Invece è possibile rifiutare il prezzo e proporre il proprio, decisamente più basso. Quindi comincerà una trattativa dai toni accesi che potrebbe spaventarci, con cifre sventolate in modo insistente da entrambe le parti. In realtà l’opposizione cocciuta del commerciante è apparente e finalizzata a persuadere il cliente ad accettare il prezzo da lui proposto.
Si può continuare a trattare il prezzo per diversi minuti, finché una delle due parti non cede e l’articolo viene venduto al prezzo finale (“ultima offerta”) dell’uno o dell’altro.

È una prassi molto divertente, un tira-e-molla, una sorta di gara, e viverla come mediatrice linguistica ha aggiunto buona dose del divertimento: mediare dal cliente italiano al commerciante cinese e viceversa, con un continuo botta e risposta, rifiuti incessanti e proposte perentorie, è stato come prendere parte a un piccolo teatro comico.

3. L’inquinamento allarmante

Di certo è risaputo: il livello di inquinamento in Cina è tra i più alti e nocivi al mondo, ma vivere questo problema sulla propria pelle è un’altra cosa rispetto alle notizie divulgate dai media sui tassi di inquinamento ambientale in costante crescita, in particolare a Pechino.

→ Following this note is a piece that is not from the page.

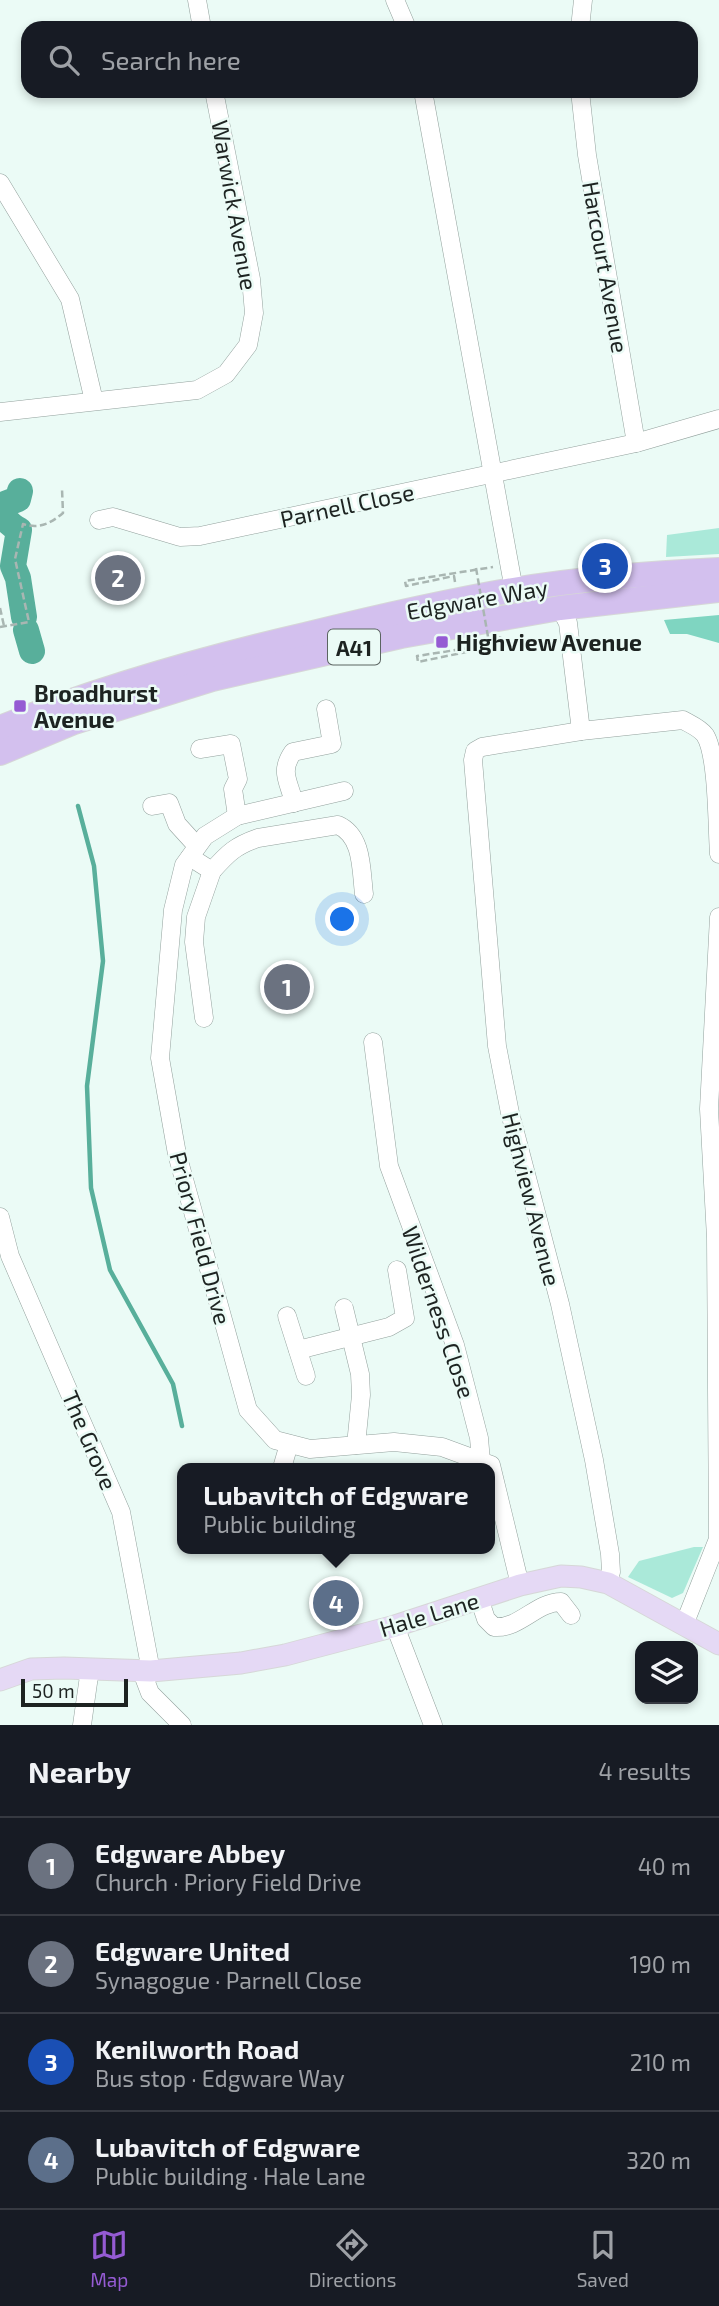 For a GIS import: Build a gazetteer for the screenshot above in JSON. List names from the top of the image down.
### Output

L’aria è davvero irrespirabile. Una cappa perenne avvolge la città e non lascia filtrare neppure le nuvole. Il cielo ha sempre lo stesso aspetto, così come la pallida sfera del sole. Un monotono cielo grigio e spento durante il giorno cede il passo a un manto arancio di foschia e illuminazione artificiale. E la foschia è puro smog che limita notevolmente la visibilità.

A tratti la puzza dello smog è talmente insopportabile da procurare un bruciore al naso e l’esigenza delle mascherine sul viso è comprensibile.

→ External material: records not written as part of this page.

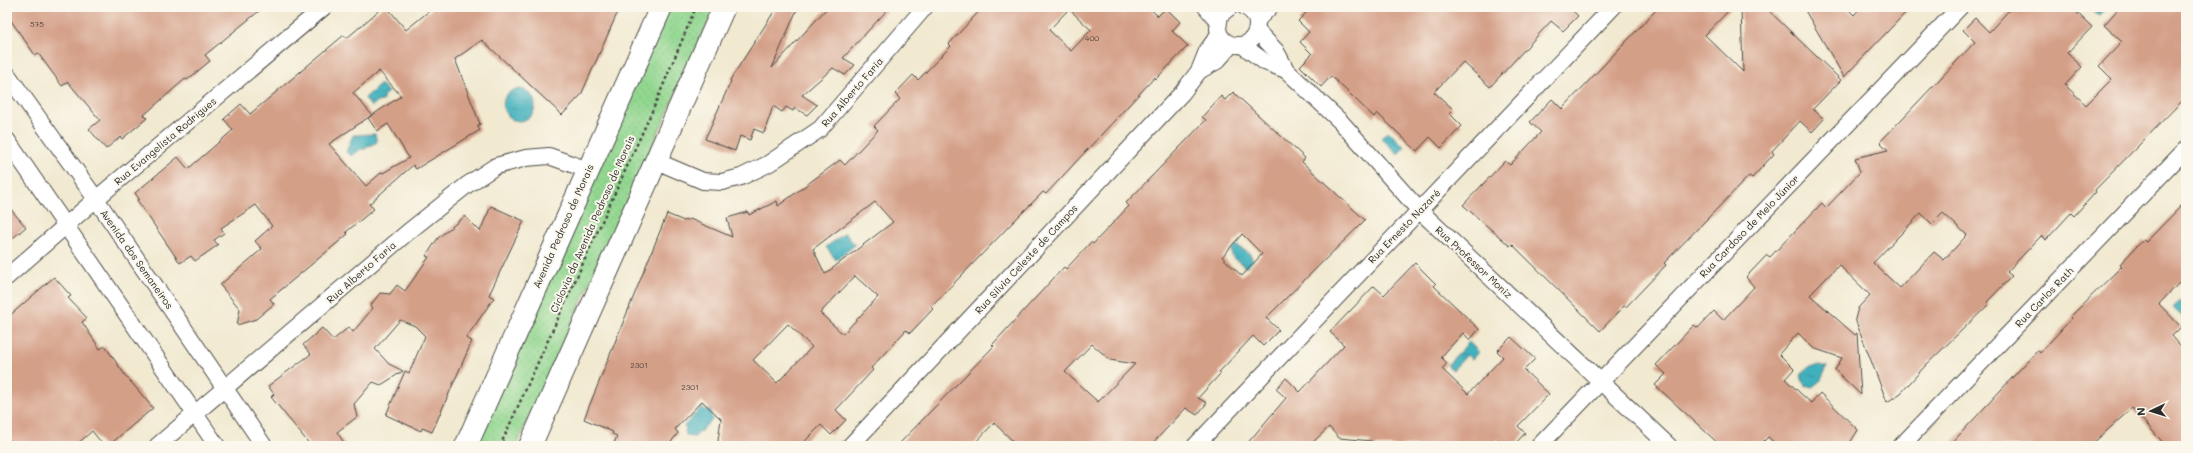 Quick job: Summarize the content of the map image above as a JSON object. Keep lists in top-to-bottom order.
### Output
{
  "streets": {
    "highway": ["Avenida Pedroso de Morais"],
    "street": [
      "Rua Alberto Faria",
      "Rua Evangelista Rodrigues",
      "Rua Ernesto Nazaré",
      "Rua Cardoso de Melo Júnior",
      "Avenida dos Semaneiros",
      "Rua Silvia Celeste de Campos",
      "Rua Professor Moniz",
      "Rua Carlos Rath"
    ],
    "path": ["Ciclovia da Avenida Pedroso de Morais"]
  },
  "crossings": [
    ["Rua Alberto Faria", "Avenida Pedroso de Morais"],
    ["Rua Alberto Faria", "Avenida dos Semaneiros"],
    ["Rua Evangelista Rodrigues", "Avenida dos Semaneiros"],
    ["Rua Ernesto Nazaré", "Rua Professor Moniz"],
    ["Rua Cardoso de Melo Júnior", "Rua Professor Moniz"],
    ["Rua Silvia Celeste de Campos", "Rua Professor Moniz"]
  ],
  "house_numbers": [
    "575",
    "400",
    "2301",
    "2301"
  ],
  "north": "left"
}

Non è poi così superfluo evidenziare che è indispensabile un serio intervento per limitare l’inquinamento della città.

4. La moda è in forte espansione

La potenza economica cinese si sta impegnando a consolidare le forze produttive nel settore della moda, guardando in special modo all’Occidente.

Se la moda italiana è invidiata da tutto il mondo per la sua grande attenzione all’artigianalità, la qualità e le tecniche sartoriali, la Cina trae ispirazione dalla creatività degli altri paesi e la interpreta in modo originale, dando vita a creazioni di Alta Moda in cui concedere ampio spazio alla sperimentazione. Si sperimenta sulle forme, sull’uso dei materiali e dei colori.

La moda cinese mira anche a valorizzare i giovani creativi, considerati una vera risorsa del futuro. Senza dubbio questo settore conoscerà sempre più una forte espansione.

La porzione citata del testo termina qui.